PANDEMIE DU COVID 19: Un impact plus fort sur les personnes défavorisées

«La pandémie de la Covid-19 a eu une dimension sociétale qui pourra perturber les rapports sociaux antérieurs «, c’est ce qu’a souligné Mohamed Mebtoul professeur de sociologie et chercheur en anthropologie de la santé à l’université Oran 2 qui a présenté les résultats préliminaires d’une étude sur l’impact de l’épidémie sur le plan social. Il est également chercheur associé au Groupe de Recherche en Anthropologie de la Santé et auteur de plusieurs travaux sur la santé. Intitulée «Vivre avec la pandémie Covid-19 à Oran», l’étude a été organisée avec la participation de l’Association Santé Sidi El Houari et l’Observatoire Régional de la Santé d’Oran.

«Cette étude avait précisément pour objet de relever les tensions, les contraintes sociales et psychiques liées à la propagation du virus en insistant sur l’idée forte que le confinement a été vécu, particulièrement par les couches sociales défavorisées, comme une prison «, souligne le spécialiste.

Dans son introduction, il mentionne l’intérêt de cette recherche collective menée bénévolement. «Il nous a semblé à la fois urgent et important de questionner le discours moral qui reproduit des jugements rapides sur la façon dont les différentes populations construisent leurs rapports à la pandémie.

Le travail sur le terrain avait pour but de comprendre plus finement les sens attribués par les personnes à la pandémie et sur les comportements adoptés face à cette situation de crise sanitaire exceptionnelle.
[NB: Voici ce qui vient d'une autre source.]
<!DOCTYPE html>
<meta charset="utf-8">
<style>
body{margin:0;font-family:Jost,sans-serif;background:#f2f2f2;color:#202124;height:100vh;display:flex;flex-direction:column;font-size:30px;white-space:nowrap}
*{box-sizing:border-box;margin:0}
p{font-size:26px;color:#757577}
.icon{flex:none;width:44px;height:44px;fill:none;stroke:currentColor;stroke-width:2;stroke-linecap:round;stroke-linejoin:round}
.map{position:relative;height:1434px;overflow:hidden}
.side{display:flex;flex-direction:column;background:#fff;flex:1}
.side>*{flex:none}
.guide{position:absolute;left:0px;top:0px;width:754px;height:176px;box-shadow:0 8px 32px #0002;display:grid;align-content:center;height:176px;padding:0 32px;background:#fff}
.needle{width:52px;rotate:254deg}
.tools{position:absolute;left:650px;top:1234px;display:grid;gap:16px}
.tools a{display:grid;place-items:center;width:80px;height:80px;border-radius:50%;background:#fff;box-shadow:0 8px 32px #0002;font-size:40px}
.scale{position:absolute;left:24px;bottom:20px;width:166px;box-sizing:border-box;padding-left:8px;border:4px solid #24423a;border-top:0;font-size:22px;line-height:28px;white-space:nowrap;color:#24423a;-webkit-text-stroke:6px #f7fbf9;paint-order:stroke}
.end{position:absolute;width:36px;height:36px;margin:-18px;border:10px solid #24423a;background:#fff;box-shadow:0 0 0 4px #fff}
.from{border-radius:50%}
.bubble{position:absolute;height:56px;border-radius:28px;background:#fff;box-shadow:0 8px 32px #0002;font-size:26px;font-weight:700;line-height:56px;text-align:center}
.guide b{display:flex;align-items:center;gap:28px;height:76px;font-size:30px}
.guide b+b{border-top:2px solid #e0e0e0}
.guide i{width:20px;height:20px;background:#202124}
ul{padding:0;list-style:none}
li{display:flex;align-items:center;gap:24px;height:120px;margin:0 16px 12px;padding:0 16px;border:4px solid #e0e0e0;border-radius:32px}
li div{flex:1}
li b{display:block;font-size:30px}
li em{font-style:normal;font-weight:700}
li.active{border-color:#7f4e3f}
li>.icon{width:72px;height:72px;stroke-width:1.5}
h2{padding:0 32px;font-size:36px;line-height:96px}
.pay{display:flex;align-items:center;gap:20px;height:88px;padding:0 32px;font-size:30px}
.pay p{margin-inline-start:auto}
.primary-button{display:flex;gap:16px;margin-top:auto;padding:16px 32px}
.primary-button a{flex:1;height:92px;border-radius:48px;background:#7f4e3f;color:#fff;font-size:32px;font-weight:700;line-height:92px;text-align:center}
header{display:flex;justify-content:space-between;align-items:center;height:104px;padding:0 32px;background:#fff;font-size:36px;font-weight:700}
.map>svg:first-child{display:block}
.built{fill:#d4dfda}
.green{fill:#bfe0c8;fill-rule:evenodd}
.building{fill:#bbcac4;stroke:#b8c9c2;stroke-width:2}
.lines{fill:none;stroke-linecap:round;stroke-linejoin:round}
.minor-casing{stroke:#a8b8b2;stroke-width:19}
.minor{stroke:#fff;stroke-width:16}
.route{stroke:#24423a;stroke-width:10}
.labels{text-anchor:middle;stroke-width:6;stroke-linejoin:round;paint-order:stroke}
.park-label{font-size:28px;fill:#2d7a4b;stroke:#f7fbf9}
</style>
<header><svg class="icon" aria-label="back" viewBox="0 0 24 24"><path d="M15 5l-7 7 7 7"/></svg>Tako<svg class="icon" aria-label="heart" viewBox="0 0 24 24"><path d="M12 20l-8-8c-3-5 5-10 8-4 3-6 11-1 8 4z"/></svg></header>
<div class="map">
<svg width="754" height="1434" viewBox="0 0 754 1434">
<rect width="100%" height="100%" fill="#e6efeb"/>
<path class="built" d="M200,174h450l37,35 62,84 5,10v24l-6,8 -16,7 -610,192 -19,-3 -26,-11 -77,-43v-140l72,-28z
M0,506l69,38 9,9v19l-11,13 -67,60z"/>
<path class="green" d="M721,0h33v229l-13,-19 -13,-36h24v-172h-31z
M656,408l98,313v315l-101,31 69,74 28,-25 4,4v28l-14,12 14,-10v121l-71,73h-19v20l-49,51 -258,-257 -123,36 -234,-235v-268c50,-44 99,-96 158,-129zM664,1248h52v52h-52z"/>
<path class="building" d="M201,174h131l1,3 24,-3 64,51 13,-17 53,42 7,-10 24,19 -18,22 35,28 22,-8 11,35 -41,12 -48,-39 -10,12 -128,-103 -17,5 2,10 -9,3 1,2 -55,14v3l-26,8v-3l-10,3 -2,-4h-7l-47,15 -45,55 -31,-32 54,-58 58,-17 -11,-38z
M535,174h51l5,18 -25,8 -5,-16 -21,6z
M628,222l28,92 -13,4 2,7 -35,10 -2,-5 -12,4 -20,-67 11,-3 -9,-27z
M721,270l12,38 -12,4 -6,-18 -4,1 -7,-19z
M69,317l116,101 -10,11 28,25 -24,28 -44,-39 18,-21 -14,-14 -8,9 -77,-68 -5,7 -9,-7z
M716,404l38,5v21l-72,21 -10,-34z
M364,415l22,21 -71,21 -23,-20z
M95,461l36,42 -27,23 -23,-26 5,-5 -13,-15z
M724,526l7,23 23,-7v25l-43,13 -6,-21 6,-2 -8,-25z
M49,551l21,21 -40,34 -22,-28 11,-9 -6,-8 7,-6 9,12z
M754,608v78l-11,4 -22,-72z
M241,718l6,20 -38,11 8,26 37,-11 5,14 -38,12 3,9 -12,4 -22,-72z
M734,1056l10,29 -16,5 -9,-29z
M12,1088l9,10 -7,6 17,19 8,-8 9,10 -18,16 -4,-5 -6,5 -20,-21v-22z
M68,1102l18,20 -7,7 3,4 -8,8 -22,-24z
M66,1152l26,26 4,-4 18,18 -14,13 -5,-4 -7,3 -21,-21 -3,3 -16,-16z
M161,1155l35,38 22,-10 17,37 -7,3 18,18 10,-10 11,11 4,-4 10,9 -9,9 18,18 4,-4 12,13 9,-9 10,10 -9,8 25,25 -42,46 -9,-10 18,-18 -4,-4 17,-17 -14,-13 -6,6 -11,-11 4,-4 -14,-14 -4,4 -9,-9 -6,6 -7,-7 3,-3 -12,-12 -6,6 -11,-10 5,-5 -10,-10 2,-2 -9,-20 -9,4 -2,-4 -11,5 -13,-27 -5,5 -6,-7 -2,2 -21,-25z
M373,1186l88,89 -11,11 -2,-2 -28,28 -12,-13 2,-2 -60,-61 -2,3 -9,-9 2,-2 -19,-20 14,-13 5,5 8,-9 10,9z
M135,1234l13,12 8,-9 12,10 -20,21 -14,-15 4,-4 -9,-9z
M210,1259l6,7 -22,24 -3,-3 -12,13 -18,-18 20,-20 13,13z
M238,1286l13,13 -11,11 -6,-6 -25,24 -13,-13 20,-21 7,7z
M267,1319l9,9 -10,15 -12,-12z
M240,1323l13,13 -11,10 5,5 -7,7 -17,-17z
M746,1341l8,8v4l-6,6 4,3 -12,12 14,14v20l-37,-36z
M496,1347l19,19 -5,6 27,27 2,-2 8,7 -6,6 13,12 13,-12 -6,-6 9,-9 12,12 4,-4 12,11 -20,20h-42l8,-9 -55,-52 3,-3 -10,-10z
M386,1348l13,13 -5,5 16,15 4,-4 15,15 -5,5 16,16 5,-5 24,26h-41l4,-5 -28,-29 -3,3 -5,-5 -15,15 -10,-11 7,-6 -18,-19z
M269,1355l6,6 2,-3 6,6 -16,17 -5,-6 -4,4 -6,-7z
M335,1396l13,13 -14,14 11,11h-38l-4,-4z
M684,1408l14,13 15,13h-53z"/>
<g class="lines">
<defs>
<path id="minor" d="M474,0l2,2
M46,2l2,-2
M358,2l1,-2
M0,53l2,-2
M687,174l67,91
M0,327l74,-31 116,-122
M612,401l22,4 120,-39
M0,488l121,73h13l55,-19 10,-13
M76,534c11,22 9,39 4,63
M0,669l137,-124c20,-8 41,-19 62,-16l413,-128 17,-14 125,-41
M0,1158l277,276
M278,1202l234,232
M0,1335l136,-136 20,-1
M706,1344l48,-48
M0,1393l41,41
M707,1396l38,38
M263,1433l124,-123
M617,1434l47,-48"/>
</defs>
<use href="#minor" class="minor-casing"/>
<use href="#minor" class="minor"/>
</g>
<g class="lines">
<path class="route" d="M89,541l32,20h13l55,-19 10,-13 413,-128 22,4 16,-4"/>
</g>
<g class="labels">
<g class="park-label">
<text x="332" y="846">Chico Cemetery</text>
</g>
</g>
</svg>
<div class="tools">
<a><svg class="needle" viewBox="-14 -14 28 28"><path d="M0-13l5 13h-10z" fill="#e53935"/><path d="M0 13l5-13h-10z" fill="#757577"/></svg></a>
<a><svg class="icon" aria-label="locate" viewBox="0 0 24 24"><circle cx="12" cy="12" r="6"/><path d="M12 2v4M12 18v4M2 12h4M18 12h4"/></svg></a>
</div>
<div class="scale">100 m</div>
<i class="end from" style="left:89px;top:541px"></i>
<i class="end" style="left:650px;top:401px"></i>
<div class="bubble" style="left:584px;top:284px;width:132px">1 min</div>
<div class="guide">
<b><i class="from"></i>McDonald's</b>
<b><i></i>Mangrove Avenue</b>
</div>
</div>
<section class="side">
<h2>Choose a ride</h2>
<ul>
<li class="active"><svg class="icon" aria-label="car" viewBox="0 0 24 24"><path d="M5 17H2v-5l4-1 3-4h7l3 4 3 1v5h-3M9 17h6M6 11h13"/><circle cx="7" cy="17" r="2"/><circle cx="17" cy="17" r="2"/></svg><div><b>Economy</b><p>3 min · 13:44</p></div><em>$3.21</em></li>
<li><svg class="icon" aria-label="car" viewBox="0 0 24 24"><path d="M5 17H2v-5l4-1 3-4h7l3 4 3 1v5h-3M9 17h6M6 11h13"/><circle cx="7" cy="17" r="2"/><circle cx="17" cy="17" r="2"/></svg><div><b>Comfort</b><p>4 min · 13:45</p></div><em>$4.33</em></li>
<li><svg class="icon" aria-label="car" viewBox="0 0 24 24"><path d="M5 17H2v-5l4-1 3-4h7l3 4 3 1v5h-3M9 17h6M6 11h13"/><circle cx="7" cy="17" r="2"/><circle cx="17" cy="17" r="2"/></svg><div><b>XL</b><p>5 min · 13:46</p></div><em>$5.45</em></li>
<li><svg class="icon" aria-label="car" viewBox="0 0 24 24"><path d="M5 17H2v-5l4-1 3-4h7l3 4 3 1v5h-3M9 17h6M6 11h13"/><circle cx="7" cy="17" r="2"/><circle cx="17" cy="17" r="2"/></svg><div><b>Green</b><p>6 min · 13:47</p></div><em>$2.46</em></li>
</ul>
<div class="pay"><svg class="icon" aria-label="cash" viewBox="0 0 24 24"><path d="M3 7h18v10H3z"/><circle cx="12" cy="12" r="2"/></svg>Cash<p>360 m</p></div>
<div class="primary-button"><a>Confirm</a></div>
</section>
L’étude a été réalisée avec la participation de personnes détentrices d’une formation universitaire diversifiée (ingénieurs, psychologues, journalistes, spécialistes en communication, chimistes, médecins généralistes, hygiénistes spécialisés et épidémiologistes) qui se sont progressivement initiées à l’enquête qualitative.

«Notre objectif central a été focalisé sur la compréhension des significations réalistes attribuées par les personnes de conditions sociales et culturelles diverses à la pandémie. Nous avons tenté de répondre aux questions qui nous semblaient importantes pour comprendre de l’intérieur les logiques sociales déployées par les agents sociaux dans leur confrontation à l’épidémie», indique-t-il.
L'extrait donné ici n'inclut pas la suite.